Exercise brief: What is needed is each line of the data below that holds the string "controls".

▼

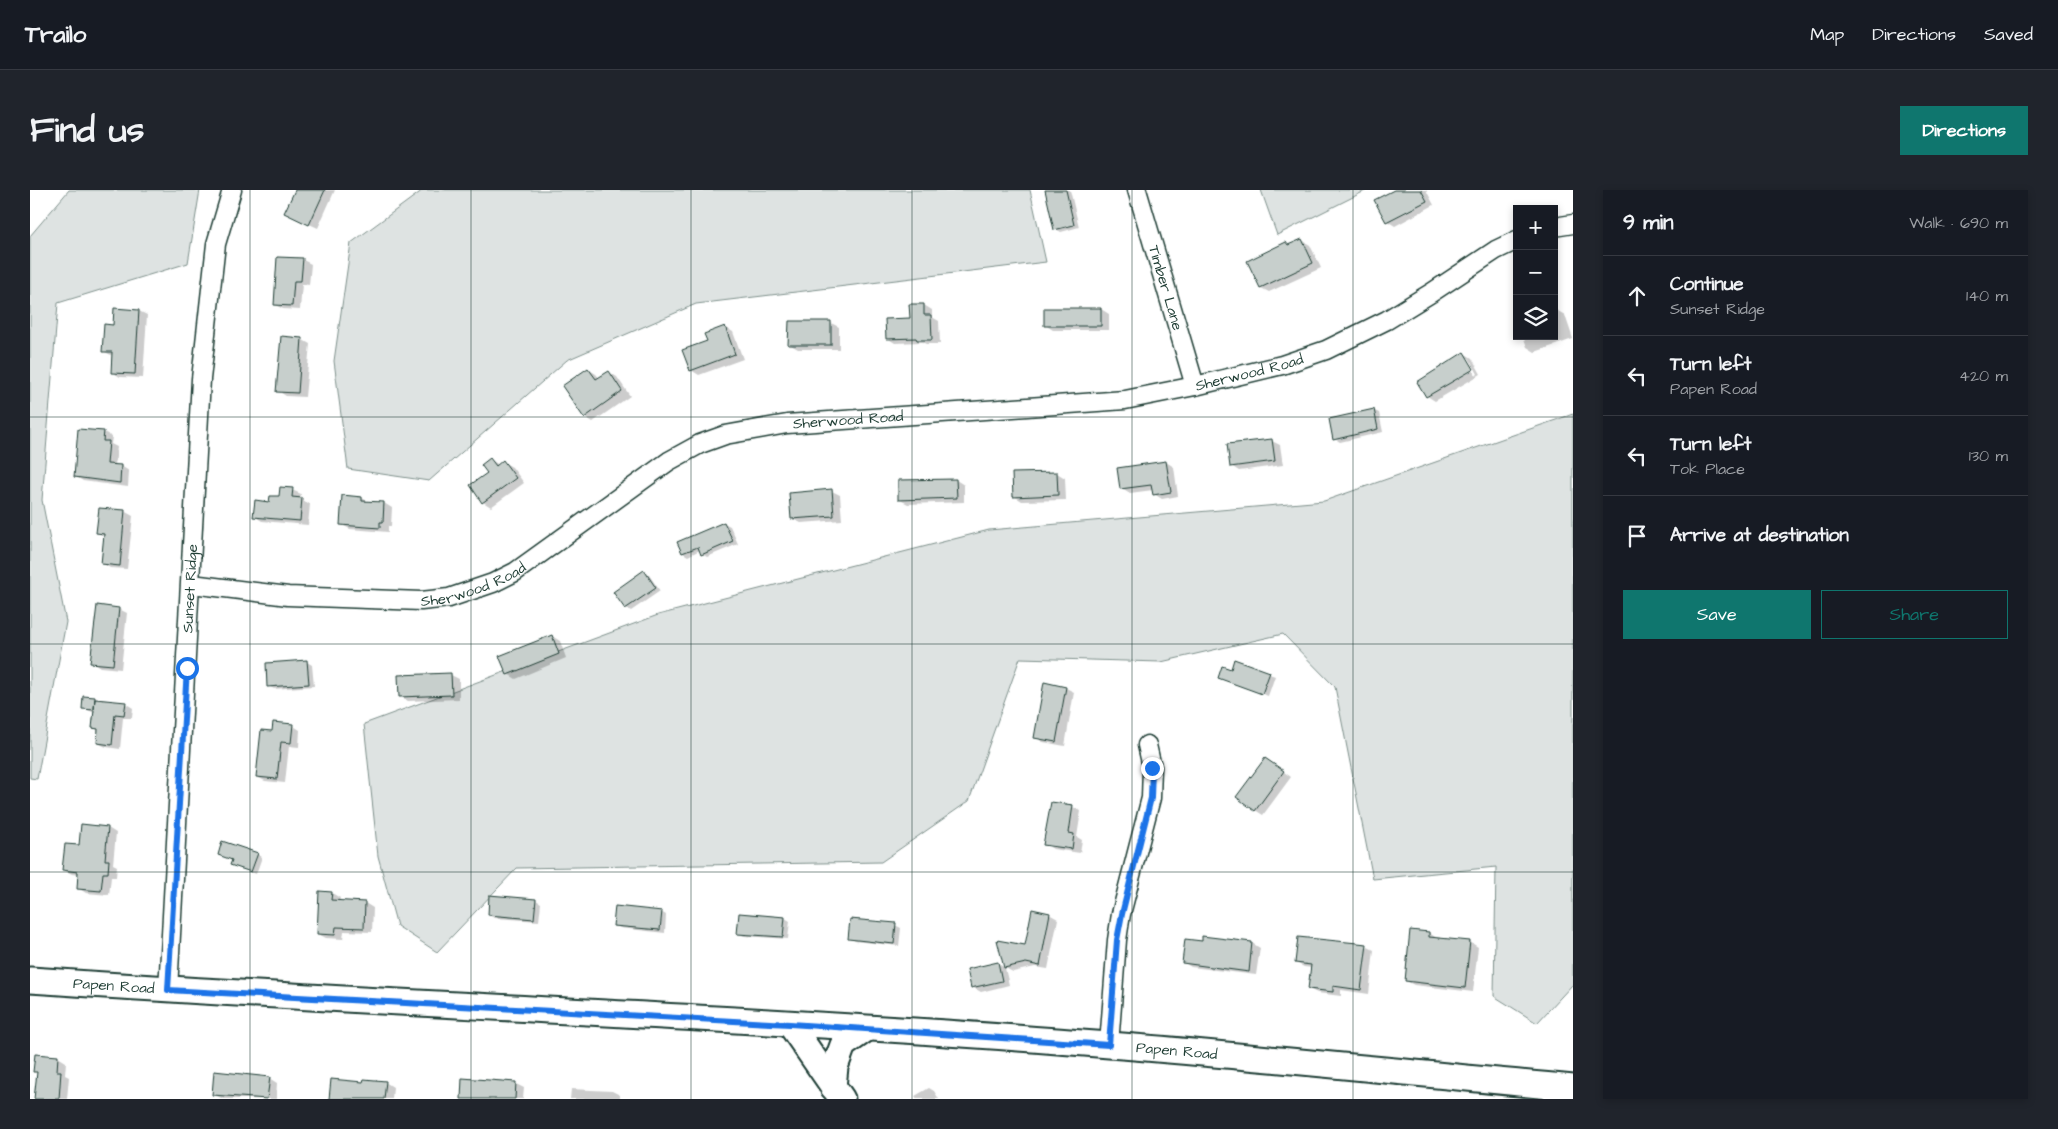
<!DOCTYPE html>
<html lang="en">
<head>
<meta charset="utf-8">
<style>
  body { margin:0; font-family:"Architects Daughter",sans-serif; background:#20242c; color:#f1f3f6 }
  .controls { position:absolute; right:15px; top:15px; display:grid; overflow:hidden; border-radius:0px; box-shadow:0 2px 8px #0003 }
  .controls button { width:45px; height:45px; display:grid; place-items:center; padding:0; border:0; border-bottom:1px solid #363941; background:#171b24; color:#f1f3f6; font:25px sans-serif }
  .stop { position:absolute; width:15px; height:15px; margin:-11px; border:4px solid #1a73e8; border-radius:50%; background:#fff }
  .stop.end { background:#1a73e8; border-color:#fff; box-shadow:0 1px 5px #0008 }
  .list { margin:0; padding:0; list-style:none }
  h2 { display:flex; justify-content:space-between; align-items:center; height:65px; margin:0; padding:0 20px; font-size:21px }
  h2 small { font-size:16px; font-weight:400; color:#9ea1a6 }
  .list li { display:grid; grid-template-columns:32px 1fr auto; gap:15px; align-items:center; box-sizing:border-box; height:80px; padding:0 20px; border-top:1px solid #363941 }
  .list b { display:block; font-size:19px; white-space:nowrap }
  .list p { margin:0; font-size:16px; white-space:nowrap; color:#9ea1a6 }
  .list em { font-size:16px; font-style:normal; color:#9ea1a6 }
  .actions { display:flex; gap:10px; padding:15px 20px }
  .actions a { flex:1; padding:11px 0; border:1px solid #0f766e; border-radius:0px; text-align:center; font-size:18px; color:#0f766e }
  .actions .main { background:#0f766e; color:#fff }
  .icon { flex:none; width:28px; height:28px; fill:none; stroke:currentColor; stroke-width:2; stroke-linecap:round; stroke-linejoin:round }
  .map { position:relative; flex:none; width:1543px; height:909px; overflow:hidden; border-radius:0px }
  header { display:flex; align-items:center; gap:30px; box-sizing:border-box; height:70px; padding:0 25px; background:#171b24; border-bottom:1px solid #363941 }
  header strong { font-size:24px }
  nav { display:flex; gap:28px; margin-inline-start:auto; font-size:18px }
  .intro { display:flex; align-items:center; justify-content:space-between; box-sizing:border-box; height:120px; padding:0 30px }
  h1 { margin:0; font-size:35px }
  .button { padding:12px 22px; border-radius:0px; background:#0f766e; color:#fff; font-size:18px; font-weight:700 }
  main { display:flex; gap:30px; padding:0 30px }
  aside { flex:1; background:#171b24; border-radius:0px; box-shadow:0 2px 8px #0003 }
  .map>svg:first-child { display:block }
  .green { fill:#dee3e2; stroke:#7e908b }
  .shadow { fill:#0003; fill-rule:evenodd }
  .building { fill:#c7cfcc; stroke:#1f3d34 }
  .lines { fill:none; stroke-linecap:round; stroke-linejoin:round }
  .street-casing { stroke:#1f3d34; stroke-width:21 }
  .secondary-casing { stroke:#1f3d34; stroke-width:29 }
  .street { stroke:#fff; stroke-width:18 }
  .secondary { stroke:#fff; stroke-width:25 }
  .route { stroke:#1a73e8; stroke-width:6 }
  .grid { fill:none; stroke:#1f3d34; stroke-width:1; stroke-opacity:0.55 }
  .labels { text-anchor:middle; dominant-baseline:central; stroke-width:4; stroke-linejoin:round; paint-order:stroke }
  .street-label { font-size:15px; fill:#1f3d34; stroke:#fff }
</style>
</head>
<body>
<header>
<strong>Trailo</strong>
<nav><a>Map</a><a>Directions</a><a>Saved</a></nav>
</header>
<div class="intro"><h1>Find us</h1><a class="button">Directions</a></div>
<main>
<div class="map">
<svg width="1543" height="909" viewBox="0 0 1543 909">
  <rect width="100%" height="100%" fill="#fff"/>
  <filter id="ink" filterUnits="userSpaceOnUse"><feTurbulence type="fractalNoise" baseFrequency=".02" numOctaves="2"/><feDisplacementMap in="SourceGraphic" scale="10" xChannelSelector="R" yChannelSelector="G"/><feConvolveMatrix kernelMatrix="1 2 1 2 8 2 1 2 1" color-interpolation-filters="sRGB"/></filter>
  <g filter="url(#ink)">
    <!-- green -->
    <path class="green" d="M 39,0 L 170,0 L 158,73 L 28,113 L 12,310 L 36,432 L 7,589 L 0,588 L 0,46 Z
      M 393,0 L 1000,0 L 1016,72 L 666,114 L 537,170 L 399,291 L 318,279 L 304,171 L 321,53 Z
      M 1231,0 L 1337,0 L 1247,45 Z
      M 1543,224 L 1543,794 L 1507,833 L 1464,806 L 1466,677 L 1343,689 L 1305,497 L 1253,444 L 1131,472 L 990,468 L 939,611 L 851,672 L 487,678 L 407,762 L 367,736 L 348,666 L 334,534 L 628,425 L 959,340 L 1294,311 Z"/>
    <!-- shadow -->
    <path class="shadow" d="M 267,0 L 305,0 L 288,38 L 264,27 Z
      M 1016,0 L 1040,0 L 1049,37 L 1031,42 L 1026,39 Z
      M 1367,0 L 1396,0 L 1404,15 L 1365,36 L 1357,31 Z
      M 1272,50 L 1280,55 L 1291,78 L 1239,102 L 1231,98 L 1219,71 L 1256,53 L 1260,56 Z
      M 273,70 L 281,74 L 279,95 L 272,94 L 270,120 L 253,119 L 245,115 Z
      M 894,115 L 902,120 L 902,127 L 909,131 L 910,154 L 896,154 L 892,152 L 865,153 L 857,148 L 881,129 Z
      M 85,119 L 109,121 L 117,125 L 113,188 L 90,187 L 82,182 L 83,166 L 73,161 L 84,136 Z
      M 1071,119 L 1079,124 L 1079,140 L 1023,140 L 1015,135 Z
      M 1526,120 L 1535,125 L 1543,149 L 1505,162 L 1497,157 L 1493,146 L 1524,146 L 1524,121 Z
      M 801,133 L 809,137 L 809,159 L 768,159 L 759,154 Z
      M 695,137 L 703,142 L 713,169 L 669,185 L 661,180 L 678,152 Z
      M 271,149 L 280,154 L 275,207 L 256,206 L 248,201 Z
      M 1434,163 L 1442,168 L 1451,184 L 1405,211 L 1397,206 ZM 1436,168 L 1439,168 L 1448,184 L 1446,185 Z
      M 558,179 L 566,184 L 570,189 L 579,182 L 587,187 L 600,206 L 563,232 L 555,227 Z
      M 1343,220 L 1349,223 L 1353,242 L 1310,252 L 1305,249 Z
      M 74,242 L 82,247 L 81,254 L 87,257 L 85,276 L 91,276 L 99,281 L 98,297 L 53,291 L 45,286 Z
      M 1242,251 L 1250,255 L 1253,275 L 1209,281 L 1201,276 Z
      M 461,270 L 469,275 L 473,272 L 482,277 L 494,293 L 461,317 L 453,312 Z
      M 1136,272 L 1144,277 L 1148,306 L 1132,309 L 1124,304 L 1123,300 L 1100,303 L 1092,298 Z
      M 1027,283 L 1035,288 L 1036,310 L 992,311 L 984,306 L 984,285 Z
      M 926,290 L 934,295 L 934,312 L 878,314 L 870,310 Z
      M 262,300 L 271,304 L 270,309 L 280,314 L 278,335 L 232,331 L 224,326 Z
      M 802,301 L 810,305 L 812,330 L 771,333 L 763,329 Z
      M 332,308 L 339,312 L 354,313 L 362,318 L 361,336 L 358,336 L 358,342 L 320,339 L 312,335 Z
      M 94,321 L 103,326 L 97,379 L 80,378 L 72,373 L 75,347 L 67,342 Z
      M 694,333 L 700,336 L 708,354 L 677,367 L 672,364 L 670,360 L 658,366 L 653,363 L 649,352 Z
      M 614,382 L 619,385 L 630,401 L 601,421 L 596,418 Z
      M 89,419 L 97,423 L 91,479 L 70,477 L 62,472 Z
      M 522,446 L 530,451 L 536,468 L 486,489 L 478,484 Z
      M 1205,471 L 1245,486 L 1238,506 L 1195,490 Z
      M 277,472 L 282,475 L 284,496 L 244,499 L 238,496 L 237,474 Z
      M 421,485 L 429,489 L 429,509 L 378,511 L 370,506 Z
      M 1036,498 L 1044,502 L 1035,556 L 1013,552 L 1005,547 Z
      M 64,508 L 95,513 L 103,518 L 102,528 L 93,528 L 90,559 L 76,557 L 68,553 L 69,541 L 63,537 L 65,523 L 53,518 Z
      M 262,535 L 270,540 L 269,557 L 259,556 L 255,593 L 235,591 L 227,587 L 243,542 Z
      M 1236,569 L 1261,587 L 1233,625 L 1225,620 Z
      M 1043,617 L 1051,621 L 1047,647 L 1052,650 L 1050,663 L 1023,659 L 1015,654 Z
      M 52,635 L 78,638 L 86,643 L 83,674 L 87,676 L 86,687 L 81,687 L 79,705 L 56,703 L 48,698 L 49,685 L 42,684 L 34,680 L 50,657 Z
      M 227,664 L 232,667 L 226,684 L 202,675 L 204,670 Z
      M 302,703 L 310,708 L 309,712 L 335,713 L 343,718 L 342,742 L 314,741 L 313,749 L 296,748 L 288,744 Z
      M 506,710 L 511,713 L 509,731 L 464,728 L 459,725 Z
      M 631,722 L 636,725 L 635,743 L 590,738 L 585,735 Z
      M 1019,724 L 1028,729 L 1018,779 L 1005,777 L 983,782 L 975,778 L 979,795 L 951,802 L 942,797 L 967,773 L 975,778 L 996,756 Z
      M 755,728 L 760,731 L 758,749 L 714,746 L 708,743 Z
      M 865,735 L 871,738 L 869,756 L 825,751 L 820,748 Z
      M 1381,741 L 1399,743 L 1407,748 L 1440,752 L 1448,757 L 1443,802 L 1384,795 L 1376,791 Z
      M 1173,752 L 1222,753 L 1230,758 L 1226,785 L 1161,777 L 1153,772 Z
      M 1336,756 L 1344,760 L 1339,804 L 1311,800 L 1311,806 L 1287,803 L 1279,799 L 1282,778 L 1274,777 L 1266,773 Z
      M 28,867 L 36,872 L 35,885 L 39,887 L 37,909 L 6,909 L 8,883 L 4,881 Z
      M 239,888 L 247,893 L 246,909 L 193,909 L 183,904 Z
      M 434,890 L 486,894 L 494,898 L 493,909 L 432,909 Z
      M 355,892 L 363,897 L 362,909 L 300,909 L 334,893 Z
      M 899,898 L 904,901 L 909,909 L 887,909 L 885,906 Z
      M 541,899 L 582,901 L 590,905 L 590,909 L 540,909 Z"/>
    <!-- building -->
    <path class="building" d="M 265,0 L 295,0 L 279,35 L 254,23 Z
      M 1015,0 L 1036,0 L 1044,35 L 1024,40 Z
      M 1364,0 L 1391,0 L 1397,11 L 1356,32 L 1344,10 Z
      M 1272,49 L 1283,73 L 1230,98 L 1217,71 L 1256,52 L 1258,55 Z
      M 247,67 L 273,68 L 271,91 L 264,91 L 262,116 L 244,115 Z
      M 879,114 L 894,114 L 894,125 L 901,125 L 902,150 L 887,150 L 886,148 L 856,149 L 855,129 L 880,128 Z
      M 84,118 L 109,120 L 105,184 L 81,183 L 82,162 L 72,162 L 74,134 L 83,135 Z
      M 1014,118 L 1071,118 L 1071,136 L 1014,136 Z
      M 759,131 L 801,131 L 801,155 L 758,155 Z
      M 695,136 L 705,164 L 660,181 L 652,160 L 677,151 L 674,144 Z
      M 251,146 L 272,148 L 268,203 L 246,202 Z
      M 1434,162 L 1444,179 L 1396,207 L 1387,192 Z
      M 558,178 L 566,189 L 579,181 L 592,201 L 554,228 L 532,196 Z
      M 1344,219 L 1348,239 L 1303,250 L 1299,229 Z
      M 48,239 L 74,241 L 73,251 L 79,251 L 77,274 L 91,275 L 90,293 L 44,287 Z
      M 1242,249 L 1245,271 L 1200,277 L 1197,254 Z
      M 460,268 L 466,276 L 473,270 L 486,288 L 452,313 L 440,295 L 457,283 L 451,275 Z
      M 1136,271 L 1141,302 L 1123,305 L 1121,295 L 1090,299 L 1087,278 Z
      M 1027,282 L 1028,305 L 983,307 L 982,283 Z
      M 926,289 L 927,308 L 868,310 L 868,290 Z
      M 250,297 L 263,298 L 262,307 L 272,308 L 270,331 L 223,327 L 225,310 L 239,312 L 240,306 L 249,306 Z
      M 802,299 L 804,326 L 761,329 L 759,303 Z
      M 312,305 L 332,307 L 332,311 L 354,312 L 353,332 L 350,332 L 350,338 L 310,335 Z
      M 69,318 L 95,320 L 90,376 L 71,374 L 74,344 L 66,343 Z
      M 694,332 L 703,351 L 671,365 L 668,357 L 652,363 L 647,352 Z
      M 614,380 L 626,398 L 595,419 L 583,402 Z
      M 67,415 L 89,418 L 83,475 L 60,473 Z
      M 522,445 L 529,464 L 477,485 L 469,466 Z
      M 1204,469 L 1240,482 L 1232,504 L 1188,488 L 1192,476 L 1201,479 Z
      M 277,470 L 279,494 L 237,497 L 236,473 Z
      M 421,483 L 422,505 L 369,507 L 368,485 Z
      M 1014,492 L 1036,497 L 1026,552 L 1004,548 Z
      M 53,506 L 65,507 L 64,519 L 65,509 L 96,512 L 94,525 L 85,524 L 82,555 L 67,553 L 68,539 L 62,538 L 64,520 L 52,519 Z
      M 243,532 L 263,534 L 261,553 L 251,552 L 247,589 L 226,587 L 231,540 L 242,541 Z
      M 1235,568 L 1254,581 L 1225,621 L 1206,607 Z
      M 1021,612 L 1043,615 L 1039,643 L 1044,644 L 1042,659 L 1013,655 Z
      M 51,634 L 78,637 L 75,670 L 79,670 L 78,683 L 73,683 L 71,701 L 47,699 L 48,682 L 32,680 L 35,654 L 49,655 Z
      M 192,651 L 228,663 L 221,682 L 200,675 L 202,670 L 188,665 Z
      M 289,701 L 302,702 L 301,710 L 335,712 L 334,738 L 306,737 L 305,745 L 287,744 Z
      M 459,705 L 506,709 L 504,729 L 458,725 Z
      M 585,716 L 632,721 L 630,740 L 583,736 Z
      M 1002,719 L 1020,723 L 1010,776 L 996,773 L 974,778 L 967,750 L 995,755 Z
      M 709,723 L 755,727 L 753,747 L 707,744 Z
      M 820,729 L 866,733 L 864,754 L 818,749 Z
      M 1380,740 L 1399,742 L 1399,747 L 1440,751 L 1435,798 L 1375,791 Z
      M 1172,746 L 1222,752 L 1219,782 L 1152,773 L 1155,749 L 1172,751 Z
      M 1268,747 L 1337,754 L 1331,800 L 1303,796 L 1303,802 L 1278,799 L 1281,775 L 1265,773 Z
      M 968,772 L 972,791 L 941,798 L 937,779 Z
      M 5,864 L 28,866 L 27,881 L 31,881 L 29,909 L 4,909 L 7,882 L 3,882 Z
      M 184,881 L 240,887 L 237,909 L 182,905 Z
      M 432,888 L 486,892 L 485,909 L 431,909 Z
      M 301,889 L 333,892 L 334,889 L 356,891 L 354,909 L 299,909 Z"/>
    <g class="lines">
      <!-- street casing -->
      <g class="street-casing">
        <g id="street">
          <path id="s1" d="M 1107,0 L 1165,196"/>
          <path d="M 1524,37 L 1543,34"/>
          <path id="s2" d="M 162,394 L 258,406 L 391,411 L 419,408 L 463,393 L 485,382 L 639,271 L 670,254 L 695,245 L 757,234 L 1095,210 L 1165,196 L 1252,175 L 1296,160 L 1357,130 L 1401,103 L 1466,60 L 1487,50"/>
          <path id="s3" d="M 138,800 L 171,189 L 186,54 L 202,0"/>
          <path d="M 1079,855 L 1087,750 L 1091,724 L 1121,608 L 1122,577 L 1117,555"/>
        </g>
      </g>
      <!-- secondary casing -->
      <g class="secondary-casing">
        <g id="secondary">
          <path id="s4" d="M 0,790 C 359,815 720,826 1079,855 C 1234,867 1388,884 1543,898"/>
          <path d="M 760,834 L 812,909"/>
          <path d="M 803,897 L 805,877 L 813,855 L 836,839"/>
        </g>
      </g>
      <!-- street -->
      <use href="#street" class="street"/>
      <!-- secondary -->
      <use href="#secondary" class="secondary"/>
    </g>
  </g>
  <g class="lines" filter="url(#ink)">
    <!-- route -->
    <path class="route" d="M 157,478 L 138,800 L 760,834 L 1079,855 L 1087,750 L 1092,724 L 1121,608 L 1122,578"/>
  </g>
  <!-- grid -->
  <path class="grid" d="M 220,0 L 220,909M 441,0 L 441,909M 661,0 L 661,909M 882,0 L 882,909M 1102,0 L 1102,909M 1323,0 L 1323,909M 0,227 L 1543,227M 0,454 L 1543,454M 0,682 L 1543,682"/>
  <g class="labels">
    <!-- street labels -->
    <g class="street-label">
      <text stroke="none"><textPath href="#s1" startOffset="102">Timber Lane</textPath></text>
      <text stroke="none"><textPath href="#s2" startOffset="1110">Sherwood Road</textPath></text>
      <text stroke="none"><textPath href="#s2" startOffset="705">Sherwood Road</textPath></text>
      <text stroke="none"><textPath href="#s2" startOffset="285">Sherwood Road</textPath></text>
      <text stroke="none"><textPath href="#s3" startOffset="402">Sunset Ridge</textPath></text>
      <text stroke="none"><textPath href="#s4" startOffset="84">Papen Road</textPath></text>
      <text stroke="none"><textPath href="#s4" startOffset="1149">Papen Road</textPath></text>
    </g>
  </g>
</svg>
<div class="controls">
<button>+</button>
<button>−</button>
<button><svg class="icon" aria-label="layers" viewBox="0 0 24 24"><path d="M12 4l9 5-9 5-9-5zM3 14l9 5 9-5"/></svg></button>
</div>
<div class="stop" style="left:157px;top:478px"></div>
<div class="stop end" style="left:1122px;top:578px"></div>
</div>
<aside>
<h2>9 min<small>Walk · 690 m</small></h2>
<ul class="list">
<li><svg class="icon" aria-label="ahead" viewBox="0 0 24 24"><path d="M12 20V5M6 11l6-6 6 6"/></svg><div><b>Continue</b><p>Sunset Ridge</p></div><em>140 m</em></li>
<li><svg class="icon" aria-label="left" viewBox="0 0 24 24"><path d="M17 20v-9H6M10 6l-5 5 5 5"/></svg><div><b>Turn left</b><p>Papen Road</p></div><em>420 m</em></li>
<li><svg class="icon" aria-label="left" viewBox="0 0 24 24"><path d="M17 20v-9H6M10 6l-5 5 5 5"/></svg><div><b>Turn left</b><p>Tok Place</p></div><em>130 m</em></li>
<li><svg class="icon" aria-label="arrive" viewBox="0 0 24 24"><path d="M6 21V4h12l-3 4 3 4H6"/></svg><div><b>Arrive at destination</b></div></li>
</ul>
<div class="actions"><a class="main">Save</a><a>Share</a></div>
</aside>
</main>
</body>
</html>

▲

Answer area:
  .controls { position:absolute; right:15px; top:15px; display:grid; overflow:hidden; border-radius:0px; box-shadow:0 2px 8px #0003 }
  .controls button { width:45px; height:45px; display:grid; place-items:center; padding:0; border:0; border-bottom:1px solid #363941; background:#171b24; color:#f1f3f6; font:25px sans-serif }
<div class="controls">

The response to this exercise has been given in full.